C'est le premier titre de champion avec l'Ajax en 1994. Cette année-là, ma femme est décédée. Elle est morte en janvier, nous avons été sacrés en mai. Emotionnellement ce fut très fort.

La perte d'un être aussi proche, ça a changé votre vision du métier ?
Non, car je n'ai jamais été du genre à changer mes humeurs en fonction des résultats de mon équipe. Je n'ai jamais exagéré, mais au contraire toujours essayé de relativiser.

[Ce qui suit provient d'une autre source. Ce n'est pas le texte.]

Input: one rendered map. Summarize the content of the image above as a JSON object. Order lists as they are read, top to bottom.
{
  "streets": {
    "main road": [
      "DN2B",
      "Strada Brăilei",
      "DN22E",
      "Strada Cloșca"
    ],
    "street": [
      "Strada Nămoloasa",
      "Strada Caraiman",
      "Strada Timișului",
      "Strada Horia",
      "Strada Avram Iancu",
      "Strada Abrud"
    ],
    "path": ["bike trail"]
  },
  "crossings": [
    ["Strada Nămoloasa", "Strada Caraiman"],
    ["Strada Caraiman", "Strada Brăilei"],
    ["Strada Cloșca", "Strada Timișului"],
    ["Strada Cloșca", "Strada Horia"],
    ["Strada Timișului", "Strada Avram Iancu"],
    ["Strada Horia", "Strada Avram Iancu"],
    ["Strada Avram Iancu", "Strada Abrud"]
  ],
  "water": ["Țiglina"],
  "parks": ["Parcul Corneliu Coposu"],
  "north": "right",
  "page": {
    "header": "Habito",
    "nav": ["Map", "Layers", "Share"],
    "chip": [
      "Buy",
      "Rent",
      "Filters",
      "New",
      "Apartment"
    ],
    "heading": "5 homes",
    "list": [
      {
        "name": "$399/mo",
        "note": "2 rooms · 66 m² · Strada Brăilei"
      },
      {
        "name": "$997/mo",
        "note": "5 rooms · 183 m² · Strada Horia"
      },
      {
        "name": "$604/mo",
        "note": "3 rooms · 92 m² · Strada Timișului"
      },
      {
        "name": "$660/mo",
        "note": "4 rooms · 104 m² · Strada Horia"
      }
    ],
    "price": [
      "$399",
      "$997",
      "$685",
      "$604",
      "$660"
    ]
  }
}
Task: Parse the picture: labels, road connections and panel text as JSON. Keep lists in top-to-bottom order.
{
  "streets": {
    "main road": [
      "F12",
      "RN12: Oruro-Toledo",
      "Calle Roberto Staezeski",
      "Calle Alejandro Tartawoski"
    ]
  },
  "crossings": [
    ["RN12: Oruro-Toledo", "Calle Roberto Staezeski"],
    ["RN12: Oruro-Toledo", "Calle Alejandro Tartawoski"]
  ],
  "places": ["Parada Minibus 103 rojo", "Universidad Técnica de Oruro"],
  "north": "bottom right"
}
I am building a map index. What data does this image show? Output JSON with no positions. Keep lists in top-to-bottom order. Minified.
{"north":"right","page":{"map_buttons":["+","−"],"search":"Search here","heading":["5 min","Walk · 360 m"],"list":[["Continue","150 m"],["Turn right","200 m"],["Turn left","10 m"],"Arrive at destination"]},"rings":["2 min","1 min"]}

Vous avez connu depuis vos débuts un nombre impressionnant de grands joueurs. Quel est celui qui vous a le plus marqué ?
Je ne veux pas ressortir un nom. Un joueur n'est rien, l'équipe est tout. Vous savez, j'attache plus d'importance à la personnalité d'un joueur qu'à ses qualités sur le terrain, notamment sa faculté à tout donner. Il y a des gars ultra-talentueux mais qui n'ont pas une mentalité, un caractère qui vont convenir à ma conception. Litmanen par exemple était un joueur différent au Barça qu'à l'Ajax. Il faut s'adapter à une nouvelle culture quand on débarque dans un nouveau club, et ce ne sont pas tous les joueurs qui peuvent faire ça.

Enfin, quel est votre souvenir le plus marquant de l'année 2007 ? Et quel est votre vœu premier pour 2008 ?
Le souvenir c'est ce match contre l'Excelsior Rotterdam lors de l'ultime journée, quand on perd le titre. Pour 2008, je souhaite une qualification en Ligue des champions.